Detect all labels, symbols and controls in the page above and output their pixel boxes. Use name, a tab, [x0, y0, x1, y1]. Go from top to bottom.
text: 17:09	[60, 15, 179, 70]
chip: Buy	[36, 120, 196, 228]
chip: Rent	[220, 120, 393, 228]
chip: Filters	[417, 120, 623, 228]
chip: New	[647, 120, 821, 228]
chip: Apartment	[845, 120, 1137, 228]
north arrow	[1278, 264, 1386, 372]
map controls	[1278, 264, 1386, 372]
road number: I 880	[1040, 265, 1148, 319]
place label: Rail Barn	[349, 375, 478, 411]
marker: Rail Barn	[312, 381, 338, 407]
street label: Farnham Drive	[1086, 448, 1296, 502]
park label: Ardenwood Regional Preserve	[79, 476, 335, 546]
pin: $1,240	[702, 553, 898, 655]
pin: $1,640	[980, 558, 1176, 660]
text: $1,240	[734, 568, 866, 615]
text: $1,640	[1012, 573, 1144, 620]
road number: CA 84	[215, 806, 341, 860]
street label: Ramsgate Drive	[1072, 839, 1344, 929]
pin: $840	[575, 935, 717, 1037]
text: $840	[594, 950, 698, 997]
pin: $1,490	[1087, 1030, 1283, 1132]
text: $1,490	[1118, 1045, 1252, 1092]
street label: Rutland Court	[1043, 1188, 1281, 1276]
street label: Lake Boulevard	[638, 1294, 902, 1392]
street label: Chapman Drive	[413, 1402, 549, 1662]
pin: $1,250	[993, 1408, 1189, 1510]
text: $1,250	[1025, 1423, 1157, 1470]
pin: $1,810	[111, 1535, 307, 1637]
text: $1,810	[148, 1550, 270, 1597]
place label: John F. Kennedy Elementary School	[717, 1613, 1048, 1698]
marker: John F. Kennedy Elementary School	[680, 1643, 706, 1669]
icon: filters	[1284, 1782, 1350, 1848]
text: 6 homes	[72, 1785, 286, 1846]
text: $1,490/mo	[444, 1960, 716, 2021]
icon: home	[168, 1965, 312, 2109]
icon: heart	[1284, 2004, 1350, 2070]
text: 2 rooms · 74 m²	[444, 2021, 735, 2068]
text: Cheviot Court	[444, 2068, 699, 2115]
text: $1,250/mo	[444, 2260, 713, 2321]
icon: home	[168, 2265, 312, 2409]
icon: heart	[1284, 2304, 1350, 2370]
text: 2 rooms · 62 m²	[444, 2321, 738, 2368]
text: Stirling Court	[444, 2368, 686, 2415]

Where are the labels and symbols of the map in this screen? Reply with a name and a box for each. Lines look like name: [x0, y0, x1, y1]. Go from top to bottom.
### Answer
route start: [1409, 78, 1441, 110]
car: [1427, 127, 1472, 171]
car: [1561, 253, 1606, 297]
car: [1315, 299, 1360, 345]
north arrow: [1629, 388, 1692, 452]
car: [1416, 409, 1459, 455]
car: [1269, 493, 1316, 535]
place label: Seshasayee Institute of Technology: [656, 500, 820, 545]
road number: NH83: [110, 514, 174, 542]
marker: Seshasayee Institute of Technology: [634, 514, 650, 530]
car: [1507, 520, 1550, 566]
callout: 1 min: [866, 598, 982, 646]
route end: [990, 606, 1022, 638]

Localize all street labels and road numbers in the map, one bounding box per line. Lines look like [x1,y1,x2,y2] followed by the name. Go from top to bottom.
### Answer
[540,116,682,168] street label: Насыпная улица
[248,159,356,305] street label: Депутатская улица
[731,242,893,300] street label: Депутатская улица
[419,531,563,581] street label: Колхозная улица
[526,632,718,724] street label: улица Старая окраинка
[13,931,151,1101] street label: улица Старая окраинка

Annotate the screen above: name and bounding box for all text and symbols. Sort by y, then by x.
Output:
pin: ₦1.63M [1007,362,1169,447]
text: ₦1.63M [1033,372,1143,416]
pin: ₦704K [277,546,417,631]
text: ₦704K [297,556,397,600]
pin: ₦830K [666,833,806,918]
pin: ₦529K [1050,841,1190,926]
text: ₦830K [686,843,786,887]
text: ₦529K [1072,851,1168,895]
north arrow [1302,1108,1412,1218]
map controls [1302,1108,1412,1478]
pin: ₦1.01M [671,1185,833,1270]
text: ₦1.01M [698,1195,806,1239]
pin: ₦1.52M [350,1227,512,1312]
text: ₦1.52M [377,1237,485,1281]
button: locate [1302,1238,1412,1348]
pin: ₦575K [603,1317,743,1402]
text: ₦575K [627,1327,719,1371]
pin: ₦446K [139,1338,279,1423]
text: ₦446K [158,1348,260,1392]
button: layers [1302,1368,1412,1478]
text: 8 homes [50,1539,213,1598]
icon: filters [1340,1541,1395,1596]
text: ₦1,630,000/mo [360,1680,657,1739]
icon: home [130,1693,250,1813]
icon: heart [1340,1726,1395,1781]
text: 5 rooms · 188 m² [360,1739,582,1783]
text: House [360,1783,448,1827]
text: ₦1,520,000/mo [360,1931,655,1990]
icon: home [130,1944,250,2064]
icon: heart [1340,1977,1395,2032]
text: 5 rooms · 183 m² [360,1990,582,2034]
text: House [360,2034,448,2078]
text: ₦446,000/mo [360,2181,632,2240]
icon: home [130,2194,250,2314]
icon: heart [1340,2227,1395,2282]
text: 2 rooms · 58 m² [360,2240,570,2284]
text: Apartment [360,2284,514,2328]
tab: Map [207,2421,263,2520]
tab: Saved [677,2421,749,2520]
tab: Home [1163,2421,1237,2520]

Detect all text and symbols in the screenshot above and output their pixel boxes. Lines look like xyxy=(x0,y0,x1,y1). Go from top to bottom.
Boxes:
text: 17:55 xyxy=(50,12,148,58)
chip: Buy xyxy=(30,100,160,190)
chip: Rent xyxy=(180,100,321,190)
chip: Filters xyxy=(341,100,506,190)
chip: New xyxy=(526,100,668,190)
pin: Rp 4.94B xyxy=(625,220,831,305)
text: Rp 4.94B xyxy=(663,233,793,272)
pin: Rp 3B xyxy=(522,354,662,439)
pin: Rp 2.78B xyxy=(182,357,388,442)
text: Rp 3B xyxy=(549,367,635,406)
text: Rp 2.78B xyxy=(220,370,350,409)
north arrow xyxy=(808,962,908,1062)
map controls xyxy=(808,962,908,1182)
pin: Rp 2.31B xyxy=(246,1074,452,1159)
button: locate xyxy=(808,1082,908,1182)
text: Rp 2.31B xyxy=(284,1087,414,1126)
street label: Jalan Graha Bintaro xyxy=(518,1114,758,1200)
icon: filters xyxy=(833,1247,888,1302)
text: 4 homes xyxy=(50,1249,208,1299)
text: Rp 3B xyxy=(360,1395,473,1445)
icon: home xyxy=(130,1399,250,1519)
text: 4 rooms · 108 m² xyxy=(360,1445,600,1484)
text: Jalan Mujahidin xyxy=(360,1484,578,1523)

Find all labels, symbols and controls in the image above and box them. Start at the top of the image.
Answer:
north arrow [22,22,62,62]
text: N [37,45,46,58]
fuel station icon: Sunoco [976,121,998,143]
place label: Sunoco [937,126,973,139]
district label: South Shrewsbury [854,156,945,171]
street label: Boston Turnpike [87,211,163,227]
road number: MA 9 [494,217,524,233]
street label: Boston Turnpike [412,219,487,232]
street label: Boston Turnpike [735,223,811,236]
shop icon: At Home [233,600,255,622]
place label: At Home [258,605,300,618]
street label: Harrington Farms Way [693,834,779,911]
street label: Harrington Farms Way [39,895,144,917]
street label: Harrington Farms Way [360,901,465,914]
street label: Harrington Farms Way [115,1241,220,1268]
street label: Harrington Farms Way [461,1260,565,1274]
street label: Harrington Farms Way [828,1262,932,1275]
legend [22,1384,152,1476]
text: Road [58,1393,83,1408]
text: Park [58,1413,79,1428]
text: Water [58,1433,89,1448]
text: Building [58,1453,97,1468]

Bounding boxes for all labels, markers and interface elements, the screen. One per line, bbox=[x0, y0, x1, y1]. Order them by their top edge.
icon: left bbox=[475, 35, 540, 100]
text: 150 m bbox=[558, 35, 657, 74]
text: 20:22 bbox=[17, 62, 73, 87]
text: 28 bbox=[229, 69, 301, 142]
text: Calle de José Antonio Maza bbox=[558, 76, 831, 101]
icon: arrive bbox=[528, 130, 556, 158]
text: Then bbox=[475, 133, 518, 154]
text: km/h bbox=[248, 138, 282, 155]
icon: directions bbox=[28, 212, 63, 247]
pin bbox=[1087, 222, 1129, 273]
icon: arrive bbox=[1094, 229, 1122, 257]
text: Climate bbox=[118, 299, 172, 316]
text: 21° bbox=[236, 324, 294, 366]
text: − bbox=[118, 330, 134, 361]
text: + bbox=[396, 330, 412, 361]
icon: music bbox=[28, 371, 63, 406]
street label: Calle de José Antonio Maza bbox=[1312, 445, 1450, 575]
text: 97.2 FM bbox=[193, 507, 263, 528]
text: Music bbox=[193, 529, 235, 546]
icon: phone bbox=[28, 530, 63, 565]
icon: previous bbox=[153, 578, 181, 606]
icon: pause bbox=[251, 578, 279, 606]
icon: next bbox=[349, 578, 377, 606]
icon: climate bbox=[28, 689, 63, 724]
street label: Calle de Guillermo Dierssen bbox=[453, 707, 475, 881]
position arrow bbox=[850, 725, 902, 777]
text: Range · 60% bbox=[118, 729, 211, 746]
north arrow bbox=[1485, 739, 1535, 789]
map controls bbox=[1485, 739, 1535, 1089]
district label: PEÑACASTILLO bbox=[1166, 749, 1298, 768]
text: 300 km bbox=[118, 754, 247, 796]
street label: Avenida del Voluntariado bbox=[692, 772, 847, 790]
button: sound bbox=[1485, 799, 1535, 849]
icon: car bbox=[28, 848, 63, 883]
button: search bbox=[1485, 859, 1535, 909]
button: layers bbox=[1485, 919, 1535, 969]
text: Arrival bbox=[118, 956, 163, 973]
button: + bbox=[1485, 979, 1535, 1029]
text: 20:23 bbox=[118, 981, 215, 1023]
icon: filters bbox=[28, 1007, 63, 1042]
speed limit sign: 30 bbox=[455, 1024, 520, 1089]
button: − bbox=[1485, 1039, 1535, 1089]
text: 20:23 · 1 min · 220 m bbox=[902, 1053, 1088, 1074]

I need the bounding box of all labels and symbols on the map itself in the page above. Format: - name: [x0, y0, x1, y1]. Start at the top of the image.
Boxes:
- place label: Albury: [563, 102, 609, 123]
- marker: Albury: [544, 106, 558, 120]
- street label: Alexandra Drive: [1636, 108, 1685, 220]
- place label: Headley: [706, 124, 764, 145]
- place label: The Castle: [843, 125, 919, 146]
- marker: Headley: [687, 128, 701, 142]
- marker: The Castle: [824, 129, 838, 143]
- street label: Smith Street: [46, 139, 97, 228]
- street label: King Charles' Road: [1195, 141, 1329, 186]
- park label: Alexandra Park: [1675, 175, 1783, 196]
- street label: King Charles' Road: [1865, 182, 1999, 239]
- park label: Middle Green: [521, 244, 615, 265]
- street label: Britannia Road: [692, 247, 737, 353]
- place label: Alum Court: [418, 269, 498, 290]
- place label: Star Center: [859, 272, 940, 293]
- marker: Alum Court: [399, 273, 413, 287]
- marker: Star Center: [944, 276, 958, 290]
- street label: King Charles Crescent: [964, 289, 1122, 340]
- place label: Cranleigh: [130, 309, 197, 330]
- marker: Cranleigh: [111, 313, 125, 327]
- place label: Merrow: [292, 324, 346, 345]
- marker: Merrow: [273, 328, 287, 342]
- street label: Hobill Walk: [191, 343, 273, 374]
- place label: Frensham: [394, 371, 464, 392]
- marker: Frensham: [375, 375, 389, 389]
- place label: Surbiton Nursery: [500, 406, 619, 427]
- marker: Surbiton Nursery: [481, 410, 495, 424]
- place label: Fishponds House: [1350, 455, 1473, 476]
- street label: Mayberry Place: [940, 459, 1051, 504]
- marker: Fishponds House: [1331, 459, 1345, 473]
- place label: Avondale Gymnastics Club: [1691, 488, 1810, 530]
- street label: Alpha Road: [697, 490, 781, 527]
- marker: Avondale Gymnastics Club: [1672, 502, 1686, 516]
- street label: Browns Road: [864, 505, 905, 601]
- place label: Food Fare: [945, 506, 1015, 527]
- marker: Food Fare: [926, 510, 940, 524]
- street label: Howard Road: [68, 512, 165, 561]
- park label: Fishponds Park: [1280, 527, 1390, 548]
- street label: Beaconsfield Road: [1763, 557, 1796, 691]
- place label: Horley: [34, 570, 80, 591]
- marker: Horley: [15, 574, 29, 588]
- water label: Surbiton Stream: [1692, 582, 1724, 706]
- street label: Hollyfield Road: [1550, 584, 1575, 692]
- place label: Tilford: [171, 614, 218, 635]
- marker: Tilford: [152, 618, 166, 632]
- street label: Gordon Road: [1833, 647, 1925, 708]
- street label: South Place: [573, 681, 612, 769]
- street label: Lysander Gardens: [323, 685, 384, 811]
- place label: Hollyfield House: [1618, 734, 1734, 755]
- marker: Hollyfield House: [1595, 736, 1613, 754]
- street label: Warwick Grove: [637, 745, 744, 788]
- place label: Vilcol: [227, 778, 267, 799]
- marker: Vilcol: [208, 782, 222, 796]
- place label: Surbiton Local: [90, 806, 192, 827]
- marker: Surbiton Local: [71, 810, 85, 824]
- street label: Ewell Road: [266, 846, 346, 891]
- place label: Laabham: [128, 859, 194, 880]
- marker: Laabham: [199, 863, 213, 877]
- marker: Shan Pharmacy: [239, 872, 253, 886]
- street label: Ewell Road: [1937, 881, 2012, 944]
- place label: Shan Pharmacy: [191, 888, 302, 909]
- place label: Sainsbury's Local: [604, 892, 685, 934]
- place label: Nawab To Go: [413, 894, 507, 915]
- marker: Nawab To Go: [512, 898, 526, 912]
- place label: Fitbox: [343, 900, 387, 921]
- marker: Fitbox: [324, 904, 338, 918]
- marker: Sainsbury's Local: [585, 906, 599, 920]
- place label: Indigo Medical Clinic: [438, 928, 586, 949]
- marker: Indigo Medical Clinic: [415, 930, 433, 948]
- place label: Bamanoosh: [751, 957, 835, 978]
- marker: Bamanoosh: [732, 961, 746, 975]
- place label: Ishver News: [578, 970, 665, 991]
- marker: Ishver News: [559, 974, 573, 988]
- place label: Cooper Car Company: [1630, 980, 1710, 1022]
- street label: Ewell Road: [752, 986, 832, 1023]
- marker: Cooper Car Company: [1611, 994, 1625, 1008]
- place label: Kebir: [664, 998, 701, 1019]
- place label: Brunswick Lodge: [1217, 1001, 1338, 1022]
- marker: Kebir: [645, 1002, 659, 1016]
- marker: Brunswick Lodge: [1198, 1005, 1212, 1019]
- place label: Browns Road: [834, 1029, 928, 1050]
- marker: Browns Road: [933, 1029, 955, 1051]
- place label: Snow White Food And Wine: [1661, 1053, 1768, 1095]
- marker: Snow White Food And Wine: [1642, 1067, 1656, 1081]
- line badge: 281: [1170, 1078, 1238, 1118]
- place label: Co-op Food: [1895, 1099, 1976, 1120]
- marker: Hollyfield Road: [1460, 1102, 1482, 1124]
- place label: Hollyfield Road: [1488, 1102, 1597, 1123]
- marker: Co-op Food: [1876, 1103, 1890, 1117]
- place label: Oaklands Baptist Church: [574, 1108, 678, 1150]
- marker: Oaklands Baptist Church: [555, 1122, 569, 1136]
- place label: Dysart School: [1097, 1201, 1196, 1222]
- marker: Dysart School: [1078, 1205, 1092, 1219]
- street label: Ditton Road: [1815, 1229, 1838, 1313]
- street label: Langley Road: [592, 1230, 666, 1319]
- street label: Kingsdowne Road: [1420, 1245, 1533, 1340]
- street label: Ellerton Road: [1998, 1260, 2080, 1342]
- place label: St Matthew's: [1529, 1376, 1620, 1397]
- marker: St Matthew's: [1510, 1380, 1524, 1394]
******
What is required: Across the data, how many lines contain the string "Church"? Only the number is wanted.

Answer for this exercise: 2